Call Completion
Incident Report for SimpleVoIP LLC
Postmortem

Incident Description

We received reports of inbound and outbound call completion issues as well as some web portal errors on Wednesday, June 1. After isolating these reports to our US-East datacenter, our engineering team was able to determine that our US-East application servers, which handle web traffic and interface with our SIP devices, had entered a bad state that limited the amount of traffic they could process. We were able to restart the affected services and quickly restore voice and web traffic to 100%. 
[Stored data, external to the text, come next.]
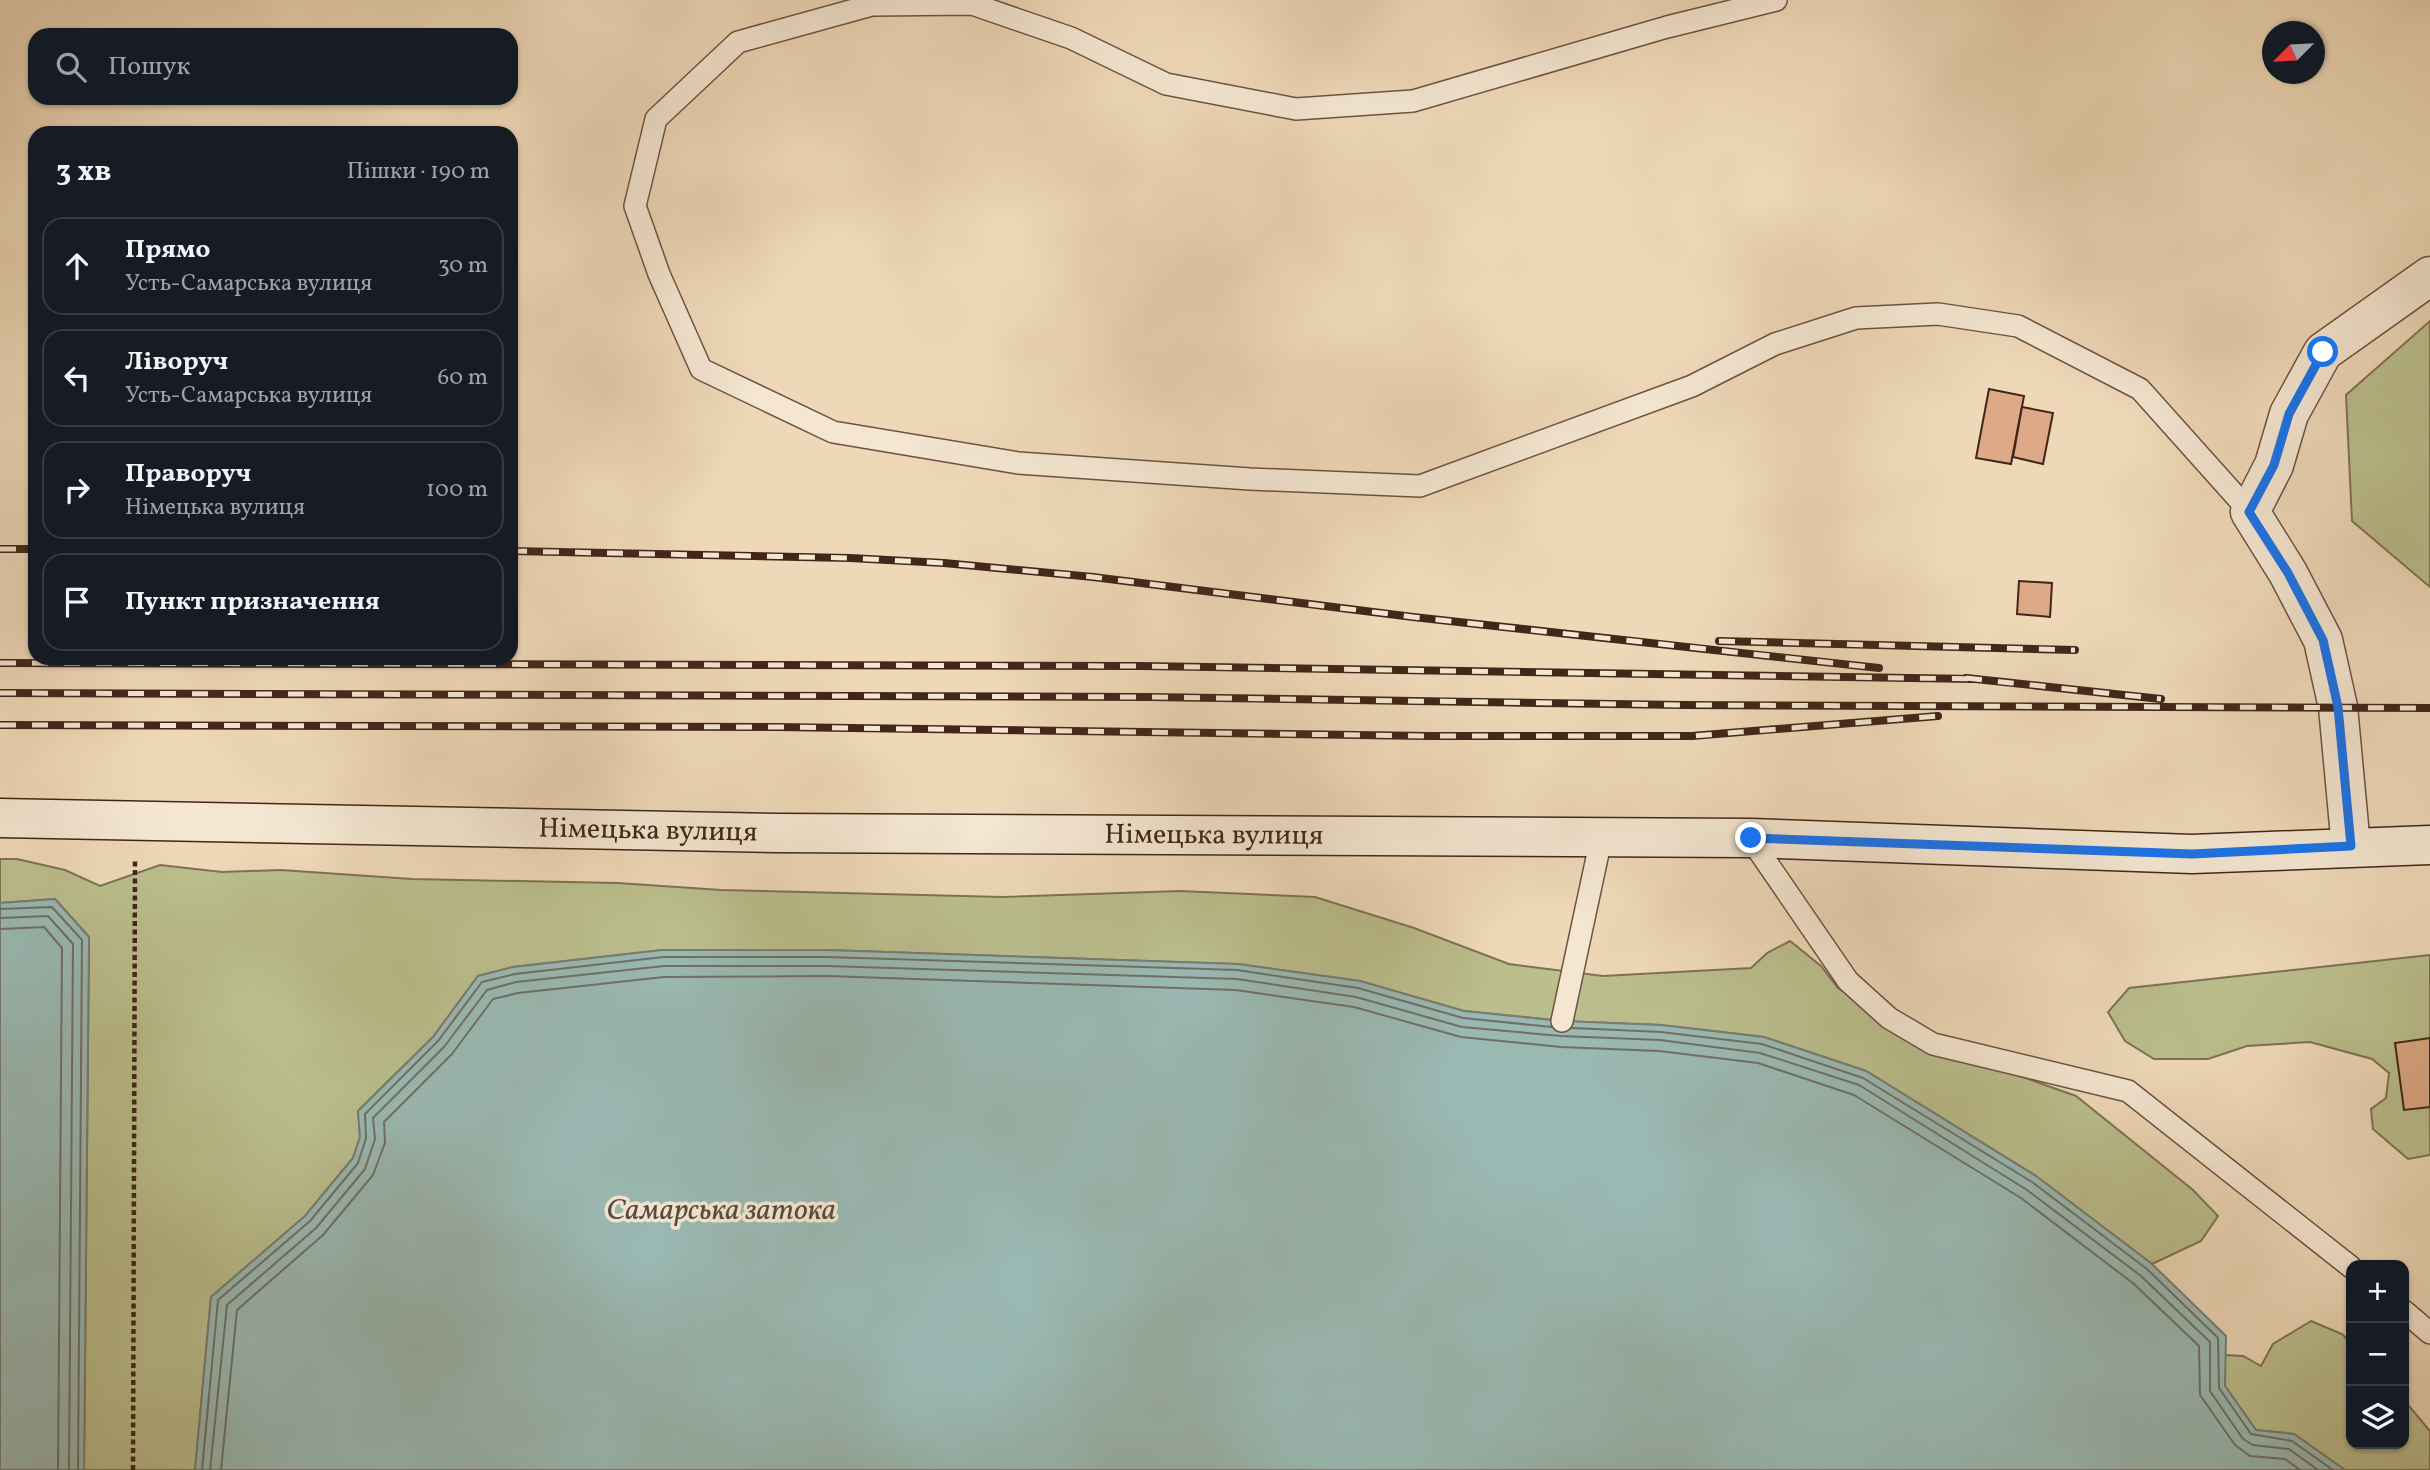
<!DOCTYPE html>
<html lang="uk">
<head>
<meta charset="utf-8">
<style>
  body { margin:0; font-family:Vollkorn,serif; background:#242831; color:#f1f3f6 }
  .controls { position:absolute; right:21px; bottom:21px; display:grid; overflow:hidden; border-radius:14px; box-shadow:0 2px 5px #0004 }
  .controls button { width:63px; height:63px; display:grid; place-items:center; padding:0; border:0; border-bottom:2px solid #363941; background:#171b24; color:#f1f3f6; font:35px sans-serif }
  .compass { position:absolute; left:2262px; top:21px; width:63px; height:63px; border-radius:50%; background:#171b24; box-shadow:0 2px 5px #0004; rotate:246deg }
  .stop { position:absolute; width:21px; height:21px; margin:-16px; border:5px solid #1a73e8; border-radius:50%; background:#fff }
  .stop.end { background:#1a73e8; border-color:#fff; box-shadow:0 2px 7px #0008 }
  .list { margin:0; padding:0; list-style:none }
  h2 { display:flex; justify-content:space-between; align-items:center; height:91px; margin:0; padding:0 28px; font-size:30px }
  h2 small { font-size:23px; font-weight:400; color:#9ea1a6 }
  .list li { display:grid; grid-template-columns:46px 1fr auto; gap:21px; align-items:center; box-sizing:border-box; height:98px; margin:0 14px 14px; padding:0 14px; border:2px solid #363941; border-radius:21px }
  .list b { display:block; font-size:26px; white-space:nowrap }
  .list p { margin:0; font-size:23px; white-space:nowrap; color:#9ea1a6 }
  .list em { font-size:23px; font-style:normal; color:#9ea1a6 }
  .icon { flex:none; width:38px; height:38px; fill:none; stroke:currentColor; stroke-width:2; stroke-linecap:round; stroke-linejoin:round }
  .map { position:relative; flex:none; width:2430px; height:1470px; overflow:hidden }
  .search { position:absolute; background:#171b24; box-shadow:0 2px 5px #0004; left:28px; top:28px; width:490px; height:77px; display:flex; align-items:center; gap:18px; box-sizing:border-box; padding:0 24px; border-radius:21px; color:#9ea1a6; font-size:26px }
  .panel { position:absolute; background:#171b24; box-shadow:0 2px 5px #0004; left:28px; top:126px; width:490px; height:539px; border-radius:21px }
  .map>svg:first-child { display:block }
</style>
</head>
<body>
<div class="map">
<svg width="2430" height="1470" viewBox="0 0 2430 1470">
  <rect width="100%" height="100%" fill="#eed8b8"/>
  <filter id="stains"><feTurbulence type="fractalNoise" baseFrequency=".00286" numOctaves="4"/><feColorMatrix values="0 0 0 0 .2 0 0 0 0 .09 0 0 0 0 .02 0 0 0 .5 -.17"/></filter>
  <radialGradient id="worn" r=".72"><stop offset=".6" stop-color="#630" stop-opacity="0"/><stop offset="1" stop-color="#630" stop-opacity=".3"/></radialGradient>
  <g fill="#bbbe8d" stroke="#7e7253" stroke-width="2">
    <path d="M2430 321V587L2352 521 2346 395Z"/>
    <path d="M0 859H17L65 870 100 886 160 865 222 872 281 870 412 879 618 883 721 890 1003 897 1180 891 1315 897 1414 928 1509 964 1603 976 1751 968 1767 953 1790 941 1821 966 1838 988 1938 1052 2003 1070 2076 1096 2193 1190 2218 1216 2201 1241 2152 1264 2036 1176 1866 1071 1764 1037 1661 1025 1562 1021 1464 1011 1360 981 1238 964 827 950H663L513 967 478 976 433 1037 358 1111 360 1137 353 1158 305 1216 211 1297 195 1470H84L89 937 55 899 0 903Z"/>
    <path d="M2430 955V1155L2408 1159 2373 1129 2371 1109 2386 1098 2389 1073 2372 1059 2310 1042 2247 1046 2208 1059H2154L2125 1041 2108 1012 2129 988Z"/>
    <path d="M2311 1321 2342 1334 2351 1343V1444H2404V1400L2430 1431V1470H2345L2294 1434 2256 1430 2225 1386V1355L2243 1356 2261 1366 2273 1344Z"/>
  </g>
  <g fill="#9ab9b3" stroke="#767e75" stroke-width="2">
    <path d="M55 899 89 937 84 1470H0V903Z"/>
    <path d="M662 950H827L1238 964 1360 981 1464 1011 1562 1021 1661 1025 1764 1037 1866 1071 2036 1176 2152 1264 2226 1336 2225 1386 2256 1430 2294 1434 2345 1470H195L211 1297 305 1216 353 1158 360 1137 358 1111 433 1037 478 976 513 967Z"/>
  </g>
  <g fill="none" stroke-linecap="round" stroke-linejoin="round">
    <g stroke="#6e7066" stroke-width="2">
      <path d="M0 909 52 907 82 940 78 1470"/>
      <path d="M0 918 48 916 73 944 69 1470"/>
      <path d="M0 929 44 927 62 948 58 1470"/>
      <path d="M1572 1028 1661 1032 1762 1044 1863 1078 2032 1182 2147 1269 2218 1338 2219 1388 2251 1434 2292 1441 2333 1470"/>
      <path d="M202 1470 218 1300 310 1221 358 1163 366 1138 365 1114 438 1041 482 982 515 974 663 957H827L1237 970 1358 988 1463 1018 1552 1027"/>
      <path d="M210 1470 227 1305 316 1228 365 1169 375 1139 373 1118 444 1047 487 990 516 982 664 966H827L1237 979 1356 997 1462 1027 1561 1036 1660 1040 1760 1053 1859 1085 2027 1190 2141 1276 2210 1342V1391L2243 1439 2253 1445 2289 1449 2318 1470"/>
      <path d="M221 1470 237 1310 323 1235 373 1175 385 1143 384 1122 452 1054 493 999 518 993 664 977 827 976 1236 990 1354 1007 1461 1037 1561 1047 1659 1051 1758 1063 1854 1095 2021 1198 2134 1284 2199 1346 2200 1395 2235 1445 2250 1456 2285 1459 2300 1470"/>
    </g>
  </g>
  <g fill="#dda987" stroke="#412619" stroke-width="2">
    <path d="M1989 389 2024 396 2011 464 1976 458Z"/>
    <path d="M2022 407 2053 413 2043 464 2013 457Z"/>
    <path d="M2019 581 2052 583 2050 617 2017 614Z"/>
    <path d="M2430 1038V1107L2404 1110 2395 1043Z"/>
  </g>
  <g fill="none" stroke-linecap="round" stroke-linejoin="round">
    <g stroke="#6c5241" stroke-width="24">
      <g id="lane">
        <path d="M1776 0 1667 27 1413 101 1296 109 1166 84 1071 38 972 4 872 5 738 42 656 119 635 206 659 274 701 369 833 432 1018 463 1250 479 1420 486 1692 386 1775 344 1856 318 1938 314 2018 326 2140 389 2250 512"/>
        <path d="M1750 838 1848 981 1889 1018 1933 1044 2128 1091 2351 1267"/>
        <path d="M1562 1021 1601 839"/>
        <path d="M2404 1311 2430 1333"/>
      </g>
    </g>
    <g stroke="#6c5241" stroke-width="41">
      <path id="street" d="M2351 847 2338 707 2323 640 2288 573 2250 512 2274 465 2289 414 2323 352 2430 276"/>
    </g>
    <g stroke="#412619" stroke-width="41">
      <g id="secondary">
        <path id="s1" d="M0 818 777 833 1750 838 2192 854 2430 845"/>
      </g>
    </g>
    <path stroke="#412619" stroke-width="4.5" stroke-dasharray="5 3.5" stroke-linecap="butt" d="M133 1470 135 860"/>
    <use href="#lane" stroke="#f4e6d1" stroke-width="21"/>
    <use href="#street" stroke="#f4e6d1" stroke-width="38"/>
    <use href="#secondary" stroke="#f4e6d1" stroke-width="38"/>
    <g stroke="#412619" stroke-width="8">
      <g id="rail">
        <path d="M0 549H35"/>
        <path d="M511 551 850 558 944 563 1093 577 1413 617 1879 668"/>
        <path d="M1719 641 2075 650"/>
        <path d="M0 663 1142 666 1976 679"/>
        <path d="M1966 678 2161 699"/>
        <path d="M0 693 1149 697 1682 705 2430 708"/>
        <path d="M0 725 776 727 1428 736H1692L1938 716"/>
      </g>
    </g>
    <use href="#rail" stroke="#f4e6d1" stroke-width="5" stroke-dasharray="16" stroke-linecap="butt"/>
  </g>
  <g fill="none" stroke-linecap="round" stroke-linejoin="round">
    <path stroke="#1a73e8" stroke-width="9" d="M1751 838 2192 854 2351 846 2338 707 2323 640 2288 573 2249 512 2274 465 2289 414 2323 352"/>
  </g>
  <g text-anchor="middle" dominant-baseline="central" stroke-width="7" stroke-linejoin="round" paint-order="stroke">
    <g font-size="28" fill="#412619" stroke="#f4e6d1">
      <text stroke="none"><textPath href="#s1" startOffset="648">Німецька вулиця</textPath></text>
      <text stroke="none"><textPath href="#s1" startOffset="1214">Німецька вулиця</textPath></text>
    </g>
    <g font-size="30" font-style="italic" fill="#574b40" stroke="#f4e6d1">
      <text x="721" y="1211">Самарська затока</text>
    </g>
  </g>
  <rect width="100%" height="100%" filter="url(#stains)"/>
  <rect width="100%" height="100%" fill="url(#worn)"/>
</svg>
<div class="controls">
<button>+</button>
<button>−</button>
<button><svg class="icon" aria-label="layers" viewBox="0 0 24 24"><path d="M12 4l9 5-9 5-9-5zM3 14l9 5 9-5"/></svg></button>
</div>
<svg class="compass" viewBox="-18 -18 36 36"><path d="M0-13l5 13h-10z" fill="#e53935"/><path d="M0 13l5-13h-10z" fill="#9ea1a6"/></svg>
<div class="stop" style="left:2323px;top:352px"></div>
<div class="stop end" style="left:1751px;top:838px"></div>
<div class="search"><svg class="icon" aria-label="search" viewBox="0 0 24 24"><circle cx="10" cy="10" r="6"/><path d="M15 15l6 6"/></svg>Пошук</div>
<section class="panel">
<h2>3 хв<small>Пішки · 190 m</small></h2>
<ul class="list">
<li><svg class="icon" aria-label="ahead" viewBox="0 0 24 24"><path d="M12 20V5M6 11l6-6 6 6"/></svg><div><b>Прямо</b><p>Усть-Самарська вулиця</p></div><em>30 m</em></li>
<li><svg class="icon" aria-label="left" viewBox="0 0 24 24"><path d="M17 20v-9H6M10 6l-5 5 5 5"/></svg><div><b>Ліворуч</b><p>Усть-Самарська вулиця</p></div><em>60 m</em></li>
<li><svg class="icon" aria-label="right" viewBox="0 0 24 24"><path d="M7 20v-9h11M14 6l5 5-5 5"/></svg><div><b>Праворуч</b><p>Німецька вулиця</p></div><em>100 m</em></li>
<li><svg class="icon" aria-label="arrive" viewBox="0 0 24 24"><path d="M6 21V4h12l-3 4 3 4H6"/></svg><div><b>Пункт призначення</b></div></li>
</ul>
</section>
</div>
</body>
</html>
The issue reoccurred on Thursday, June 2, with the same application servers failing to handle a subset of their requests. We were quicker to isolate the issue this time and restarted the affected services again. Unfortunately, due to a high (but not abnormal) volume of API traffic being directed to these servers during the startup process, the services did not fully restore to a healthy state, which delayed the fix for our end users until we were able to re-route traffic and reduce the load on those servers. 

Action Items

We apologize for the frustration caused by these disruptions to both your customers and your end users. Any downtime is bad for business, and minimizing the impact of any interruptions in service is our highest priority. Since these issues occurred, we have implemented a more efficient routing policy for our API traffic to direct requests preferentially to servers with lower traffic. This should help to ensure that any required service restarts are not impacted by normal traffic, as well as preserving a more equitable distribution of traffic across our availability zones. 

We have also identified a signature of these service failures within our monitoring system that we are targeting for proactive monitoring, which will enable us to catch this bad service state and resolve any future occurrences within minutes. Thank you for your patience as we continue to improve our systems and processes to best serve you and your customers. As always, we welcome any feedback, which may be submitted to our Support team or to your Account Manager.

Posted Jun 07, 2022 - 11:22 PDT

Resolved
All services have been stable for the past 6 hours, which includes our peak traffic period. We now consider this incident fully resolved.
Posted Jun 01, 2022 - 19:43 PDT
Monitoring
The rolling restarts have completed, and all services in US-East are now functioning normally.
Posted Jun 01, 2022 - 13:51 PDT
Update
Our engineering team is now performing a rolling service restart on our US-East cluster to resolve this issue with as little disruption as possible. Phones should re-register without interruption, while web users may be asked to log in again.
Posted Jun 01, 2022 - 13:40 PDT
Identified
We are investigating reports of some calls not completing on our system. We believe to have identified the cause and are performing steps to resolve this issue.
Posted Jun 01, 2022 - 13:33 PDT
This incident affected: SimpleVoIP Hosted PBX.